Materials and Methods: In this experimental study, 35 males C57BL/6 mice were divided into five groups. The study groups were included, control: received six weeks of normal powdered food beside intraperitoneal (i.p.) injection of BA solvent (100 µL per day PBS) for the last two weeks, cup: received six weeks of powdered food contains 0.2% cup beside i.p. injection of BA solvent for the last two weeks and cup-treatment: received six weeks of powdered food contains 0.2% cup beside i.p. injection of 20, 40 and 80 mg/kg BA for the last two weeks. Eventually, the medial corpus callosum area of the animal’s brain was evaluated via western blot and Real-Time PCR methods.

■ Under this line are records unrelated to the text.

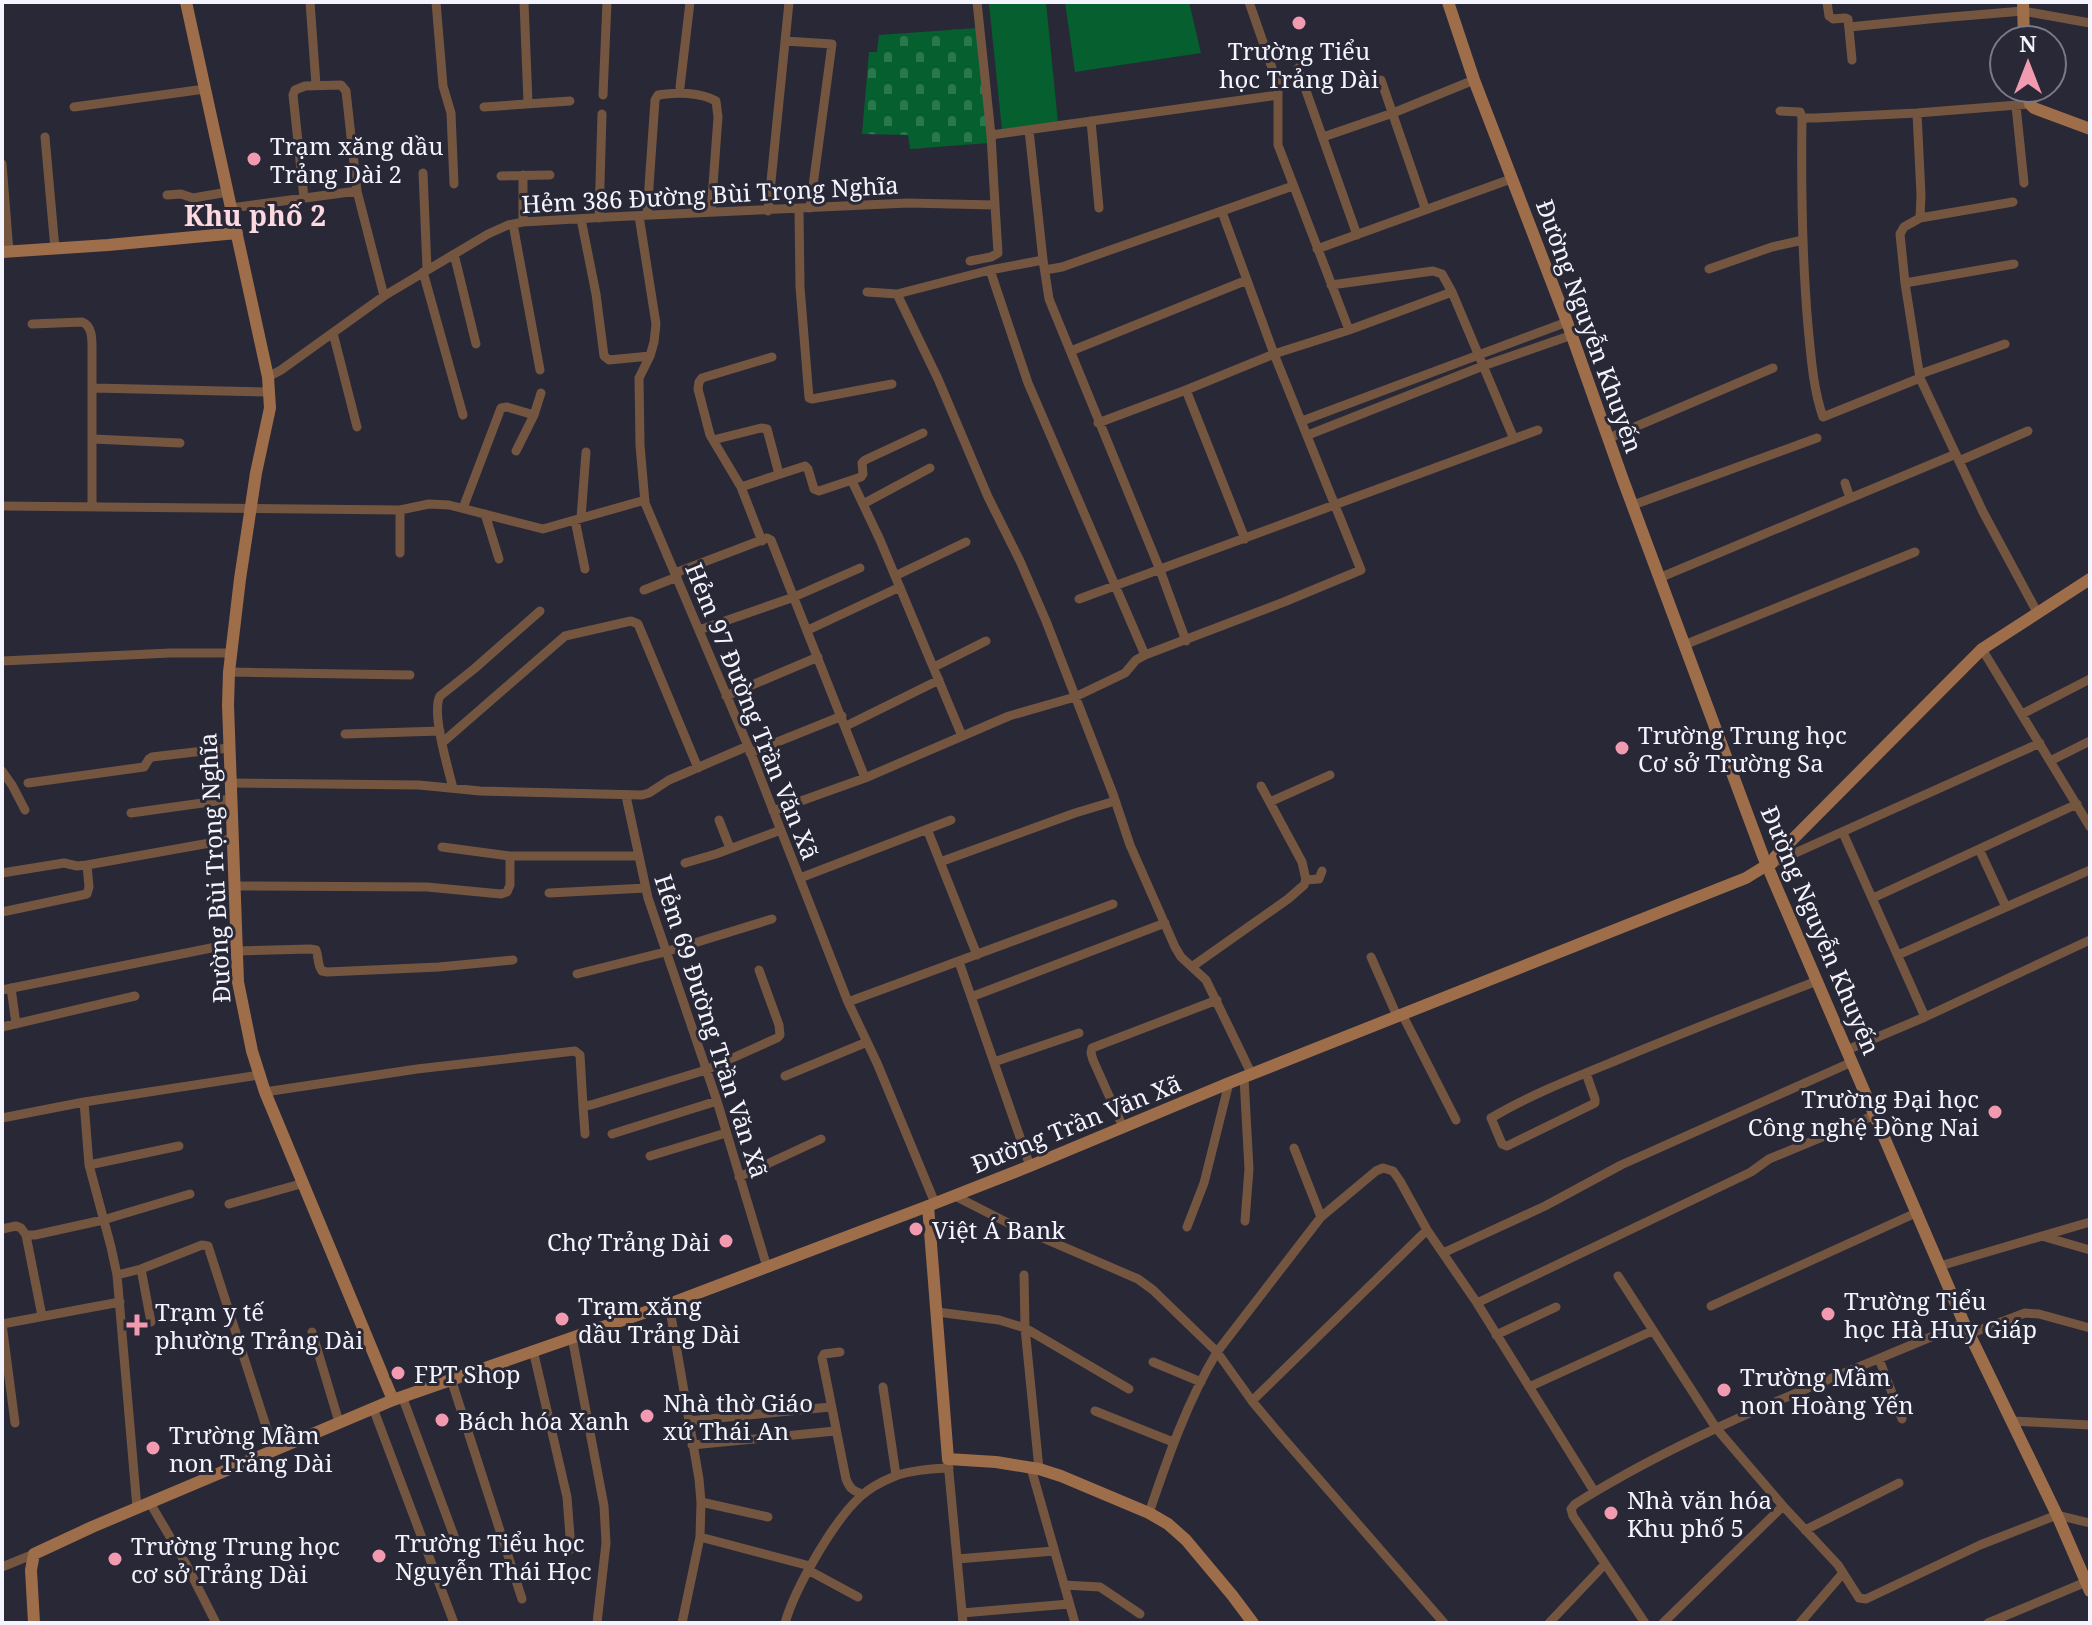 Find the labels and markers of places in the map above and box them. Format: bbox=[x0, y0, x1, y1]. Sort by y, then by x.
marker: Trường Tiểu học Trảng Dài bbox=[1290, 14, 1308, 32]
place label: Trường Tiểu học Trảng Dài bbox=[1219, 34, 1379, 95]
place label: Trạm xăng dầu Trảng Dài 2 bbox=[270, 129, 443, 190]
marker: Trạm xăng dầu Trảng Dài 2 bbox=[245, 150, 263, 168]
place label: Trường Trung học Cơ sở Trường Sa bbox=[1638, 718, 1847, 779]
marker: Trường Trung học Cơ sở Trường Sa bbox=[1613, 739, 1631, 757]
place label: Trường Đại học Công nghệ Đồng Nai bbox=[1748, 1082, 1979, 1143]
marker: Trường Đại học Công nghệ Đồng Nai bbox=[1986, 1103, 2004, 1121]
place label: Việt Á Bank bbox=[932, 1213, 1066, 1246]
marker: Việt Á Bank bbox=[907, 1220, 925, 1238]
place label: Chợ Trảng Dài bbox=[547, 1225, 710, 1258]
marker: Chợ Trảng Dài bbox=[717, 1232, 735, 1250]
place label: Trường Tiểu học Hà Huy Giáp bbox=[1844, 1284, 2037, 1345]
place label: Trạm xăng dầu Trảng Dài bbox=[578, 1289, 740, 1350]
place label: Trạm y tế phường Trảng Dài bbox=[155, 1295, 364, 1356]
marker: Trường Tiểu học Hà Huy Giáp bbox=[1819, 1305, 1837, 1323]
marker: Trạm xăng dầu Trảng Dài bbox=[553, 1310, 571, 1328]
marker: Trạm y tế phường Trảng Dài bbox=[126, 1314, 148, 1336]
place label: FPT Shop bbox=[414, 1357, 521, 1390]
place label: Trường Mầm non Hoàng Yến bbox=[1740, 1360, 1914, 1421]
marker: FPT Shop bbox=[389, 1364, 407, 1382]
marker: Trường Mầm non Hoàng Yến bbox=[1715, 1381, 1733, 1399]
place label: Nhà thờ Giáo xứ Thái An bbox=[663, 1386, 813, 1447]
place label: Bách hóa Xanh bbox=[458, 1404, 629, 1437]
marker: Nhà thờ Giáo xứ Thái An bbox=[638, 1407, 656, 1425]
marker: Bách hóa Xanh bbox=[433, 1411, 451, 1429]
place label: Trường Mầm non Trảng Dài bbox=[169, 1418, 333, 1479]
marker: Trường Mầm non Trảng Dài bbox=[144, 1439, 162, 1457]
place label: Nhà văn hóa Khu phố 5 bbox=[1627, 1483, 1772, 1544]
marker: Nhà văn hóa Khu phố 5 bbox=[1602, 1504, 1620, 1522]
place label: Trường Tiểu học Nguyễn Thái Học bbox=[395, 1526, 592, 1587]
place label: Trường Trung học cơ sở Trảng Dài bbox=[131, 1529, 340, 1590]
marker: Trường Tiểu học Nguyễn Thái Học bbox=[370, 1547, 388, 1565]
marker: Trường Trung học cơ sở Trảng Dài bbox=[106, 1550, 124, 1568]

Ethical Considerations: Ethical points were observed according to the declaration of Helsinki and relevant code of ethics, regarding minimizing harms during animal experimentation (UOZ-GR-9517-13).
Findings: Molecular studies have shown that BA-80 decreased mRNA (p <0.01) and protein expression of NF-KB and consequently increased I-KB/NF-KB ratio (p <0.05) and decreased inflammation in compare to cup group. Moreover, BA-80 decreased caspase-9 mRNA (p<0.01) and caspase-8 mRNA (p <0.05) and subsequently increased caspase-8/caspase-9 ratio (p<0.01) and decreased apoptosis in compare to cup group.
Conclusion: The dose of 80 mg/ml BA via decreasing cup-induced neuro-inflammation and neuro-apoptosis has protective effects in this model.